Optimal Incentive and Load Design for Distributed Coded Machine Learning

Abstract

A distributed machine learning platform needs to recruit many heterogeneous worker nodes to finish computation simultaneously. As a result, the overall performance may be degraded due to straggling workers. By introducing redundancy into computation, coded machine learning can effectively improve the runtime performance by recovering the final computation result through the first $k$ (out of the total $n$ ) workers who finish computation. While existing studies focus on designing efficient coding schemes, the issue of designing proper incentives to encourage worker participation is still under-explored. This paper studies the platform’s optimal incentive mechanism for motivating proper workers’ participation in coded machine learning, despite the multi-dimensional incomplete information about heterogeneous workers’ computation performances and costs. A key contribution of this work is to summarize workers’ multi-dimensional heterogeneity as a one-dimensional metric, which guides the platform’s efficient selection of workers under incomplete information with a linear computation complexity.

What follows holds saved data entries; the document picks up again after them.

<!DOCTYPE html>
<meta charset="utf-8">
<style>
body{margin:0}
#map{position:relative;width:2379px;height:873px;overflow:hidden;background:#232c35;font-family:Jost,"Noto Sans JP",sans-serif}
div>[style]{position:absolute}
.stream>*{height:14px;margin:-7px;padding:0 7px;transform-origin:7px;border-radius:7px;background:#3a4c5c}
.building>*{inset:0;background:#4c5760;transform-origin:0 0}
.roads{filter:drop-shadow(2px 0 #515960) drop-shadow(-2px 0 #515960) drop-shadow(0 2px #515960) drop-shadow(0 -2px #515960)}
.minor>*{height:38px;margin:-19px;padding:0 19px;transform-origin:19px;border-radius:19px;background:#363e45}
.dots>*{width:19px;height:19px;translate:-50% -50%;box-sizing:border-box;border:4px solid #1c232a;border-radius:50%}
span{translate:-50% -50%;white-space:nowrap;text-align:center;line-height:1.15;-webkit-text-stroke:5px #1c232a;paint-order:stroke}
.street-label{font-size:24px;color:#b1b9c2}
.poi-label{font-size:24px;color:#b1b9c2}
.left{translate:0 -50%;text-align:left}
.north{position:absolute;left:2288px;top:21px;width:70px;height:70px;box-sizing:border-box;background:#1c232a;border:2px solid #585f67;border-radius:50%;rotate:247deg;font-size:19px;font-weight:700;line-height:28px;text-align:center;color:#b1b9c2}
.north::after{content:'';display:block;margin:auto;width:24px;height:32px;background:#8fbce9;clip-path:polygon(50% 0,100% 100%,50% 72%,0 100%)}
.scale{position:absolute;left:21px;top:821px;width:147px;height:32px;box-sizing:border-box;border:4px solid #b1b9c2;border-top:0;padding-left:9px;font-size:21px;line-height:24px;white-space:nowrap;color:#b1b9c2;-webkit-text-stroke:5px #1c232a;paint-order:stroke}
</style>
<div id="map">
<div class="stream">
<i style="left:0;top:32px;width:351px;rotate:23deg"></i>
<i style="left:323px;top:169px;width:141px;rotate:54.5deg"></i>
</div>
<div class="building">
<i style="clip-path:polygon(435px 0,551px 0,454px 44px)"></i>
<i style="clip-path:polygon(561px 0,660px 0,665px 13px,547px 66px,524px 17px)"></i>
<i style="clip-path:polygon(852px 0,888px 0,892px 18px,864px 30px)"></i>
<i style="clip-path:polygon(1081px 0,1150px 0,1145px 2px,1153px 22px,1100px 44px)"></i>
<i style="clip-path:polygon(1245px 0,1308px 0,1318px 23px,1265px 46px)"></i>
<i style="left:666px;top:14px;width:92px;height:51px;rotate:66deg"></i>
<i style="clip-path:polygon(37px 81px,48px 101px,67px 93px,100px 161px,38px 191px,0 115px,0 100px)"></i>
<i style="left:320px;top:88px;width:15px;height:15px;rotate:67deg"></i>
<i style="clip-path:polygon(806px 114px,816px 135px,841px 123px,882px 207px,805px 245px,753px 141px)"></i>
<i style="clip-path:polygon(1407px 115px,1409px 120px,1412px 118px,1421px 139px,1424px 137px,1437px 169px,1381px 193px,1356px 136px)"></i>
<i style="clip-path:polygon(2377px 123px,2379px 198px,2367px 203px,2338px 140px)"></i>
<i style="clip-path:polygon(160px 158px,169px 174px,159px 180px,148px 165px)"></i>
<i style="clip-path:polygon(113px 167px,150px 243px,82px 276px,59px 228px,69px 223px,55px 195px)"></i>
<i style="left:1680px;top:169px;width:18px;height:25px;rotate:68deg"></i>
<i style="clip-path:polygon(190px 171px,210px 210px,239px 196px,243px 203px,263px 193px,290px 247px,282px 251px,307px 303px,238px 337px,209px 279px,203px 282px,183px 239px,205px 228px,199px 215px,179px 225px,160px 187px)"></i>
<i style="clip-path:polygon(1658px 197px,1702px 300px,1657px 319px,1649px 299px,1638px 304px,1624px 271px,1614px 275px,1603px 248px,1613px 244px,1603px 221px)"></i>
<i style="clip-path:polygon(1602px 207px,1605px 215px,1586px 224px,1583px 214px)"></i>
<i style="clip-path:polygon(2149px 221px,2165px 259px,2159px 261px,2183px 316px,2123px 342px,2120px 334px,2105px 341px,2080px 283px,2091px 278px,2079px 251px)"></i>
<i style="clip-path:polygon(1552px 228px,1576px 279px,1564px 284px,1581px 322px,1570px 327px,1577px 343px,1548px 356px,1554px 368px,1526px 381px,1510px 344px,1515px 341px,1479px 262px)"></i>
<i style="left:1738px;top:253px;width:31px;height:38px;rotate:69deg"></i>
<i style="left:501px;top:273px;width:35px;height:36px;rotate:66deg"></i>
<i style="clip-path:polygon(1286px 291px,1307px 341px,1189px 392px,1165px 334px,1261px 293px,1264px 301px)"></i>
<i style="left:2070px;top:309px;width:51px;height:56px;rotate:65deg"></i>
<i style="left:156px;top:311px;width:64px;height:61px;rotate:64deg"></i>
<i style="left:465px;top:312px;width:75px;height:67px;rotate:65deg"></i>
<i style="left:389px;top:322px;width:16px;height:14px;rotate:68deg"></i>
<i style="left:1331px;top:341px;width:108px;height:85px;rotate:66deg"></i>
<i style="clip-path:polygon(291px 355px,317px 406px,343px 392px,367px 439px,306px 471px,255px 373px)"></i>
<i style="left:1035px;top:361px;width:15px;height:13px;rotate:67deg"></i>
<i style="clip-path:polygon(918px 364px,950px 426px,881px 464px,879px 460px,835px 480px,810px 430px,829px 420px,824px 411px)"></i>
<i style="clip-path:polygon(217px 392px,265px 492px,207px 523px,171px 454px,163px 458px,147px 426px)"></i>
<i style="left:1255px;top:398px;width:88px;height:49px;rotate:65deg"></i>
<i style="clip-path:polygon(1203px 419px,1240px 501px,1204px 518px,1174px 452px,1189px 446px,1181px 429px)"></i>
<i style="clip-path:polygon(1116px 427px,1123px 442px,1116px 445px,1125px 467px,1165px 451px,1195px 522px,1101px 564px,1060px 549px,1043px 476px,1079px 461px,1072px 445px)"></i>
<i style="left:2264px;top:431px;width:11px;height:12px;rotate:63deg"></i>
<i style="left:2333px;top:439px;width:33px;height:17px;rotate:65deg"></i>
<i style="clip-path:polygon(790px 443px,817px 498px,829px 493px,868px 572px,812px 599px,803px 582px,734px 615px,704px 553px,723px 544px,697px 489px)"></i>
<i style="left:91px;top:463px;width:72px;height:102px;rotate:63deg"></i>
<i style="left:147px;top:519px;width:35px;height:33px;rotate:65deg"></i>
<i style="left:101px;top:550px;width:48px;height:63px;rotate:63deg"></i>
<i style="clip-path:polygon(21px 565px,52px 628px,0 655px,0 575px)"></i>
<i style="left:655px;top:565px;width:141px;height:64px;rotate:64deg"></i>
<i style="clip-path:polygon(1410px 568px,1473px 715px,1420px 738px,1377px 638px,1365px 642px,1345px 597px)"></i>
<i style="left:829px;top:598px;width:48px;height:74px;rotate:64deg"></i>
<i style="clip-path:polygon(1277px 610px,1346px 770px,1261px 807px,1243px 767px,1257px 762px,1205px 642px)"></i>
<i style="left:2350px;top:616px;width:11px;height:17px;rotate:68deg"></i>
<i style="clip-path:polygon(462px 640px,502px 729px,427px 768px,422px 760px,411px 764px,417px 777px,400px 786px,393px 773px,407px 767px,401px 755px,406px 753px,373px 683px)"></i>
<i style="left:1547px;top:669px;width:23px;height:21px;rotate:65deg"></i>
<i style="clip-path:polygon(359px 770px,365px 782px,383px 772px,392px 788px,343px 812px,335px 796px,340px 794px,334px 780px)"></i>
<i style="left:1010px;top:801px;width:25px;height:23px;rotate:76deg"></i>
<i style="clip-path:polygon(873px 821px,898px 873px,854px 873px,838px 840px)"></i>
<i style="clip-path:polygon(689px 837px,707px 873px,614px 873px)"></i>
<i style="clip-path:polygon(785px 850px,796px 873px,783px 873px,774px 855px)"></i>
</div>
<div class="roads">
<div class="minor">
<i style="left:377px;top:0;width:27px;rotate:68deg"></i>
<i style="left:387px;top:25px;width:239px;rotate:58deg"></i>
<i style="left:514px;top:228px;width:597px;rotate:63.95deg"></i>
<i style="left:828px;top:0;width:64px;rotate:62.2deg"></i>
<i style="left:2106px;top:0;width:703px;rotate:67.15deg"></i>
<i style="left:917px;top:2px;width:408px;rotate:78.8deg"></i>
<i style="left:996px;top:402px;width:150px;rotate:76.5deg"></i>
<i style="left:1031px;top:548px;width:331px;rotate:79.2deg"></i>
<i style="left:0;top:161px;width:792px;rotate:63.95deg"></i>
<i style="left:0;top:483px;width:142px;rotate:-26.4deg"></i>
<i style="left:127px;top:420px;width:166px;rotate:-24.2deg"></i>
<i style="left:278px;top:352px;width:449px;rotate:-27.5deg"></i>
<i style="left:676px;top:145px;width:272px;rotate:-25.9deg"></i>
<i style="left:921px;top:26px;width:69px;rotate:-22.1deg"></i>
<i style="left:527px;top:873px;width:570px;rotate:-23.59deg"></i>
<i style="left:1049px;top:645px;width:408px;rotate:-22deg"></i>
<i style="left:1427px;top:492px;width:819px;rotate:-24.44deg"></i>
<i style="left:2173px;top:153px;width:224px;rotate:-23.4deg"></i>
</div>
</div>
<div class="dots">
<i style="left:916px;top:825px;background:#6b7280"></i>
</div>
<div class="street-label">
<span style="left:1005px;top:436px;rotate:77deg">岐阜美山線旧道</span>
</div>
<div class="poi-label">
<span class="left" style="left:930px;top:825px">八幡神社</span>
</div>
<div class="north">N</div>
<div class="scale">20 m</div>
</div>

Although the exact overall runtime is intractable, we characterize the platform’s (asymptotically) optimal load assignment to heterogeneous workers in coded machine learning. When the platform has incomplete information about workers’ costs, it is optimal to assign loads only based on workers’ computation performances; when the platform further lacks workers’ computation performance information, it is optimal to design the loads to be cost-dependent and performance-dependent.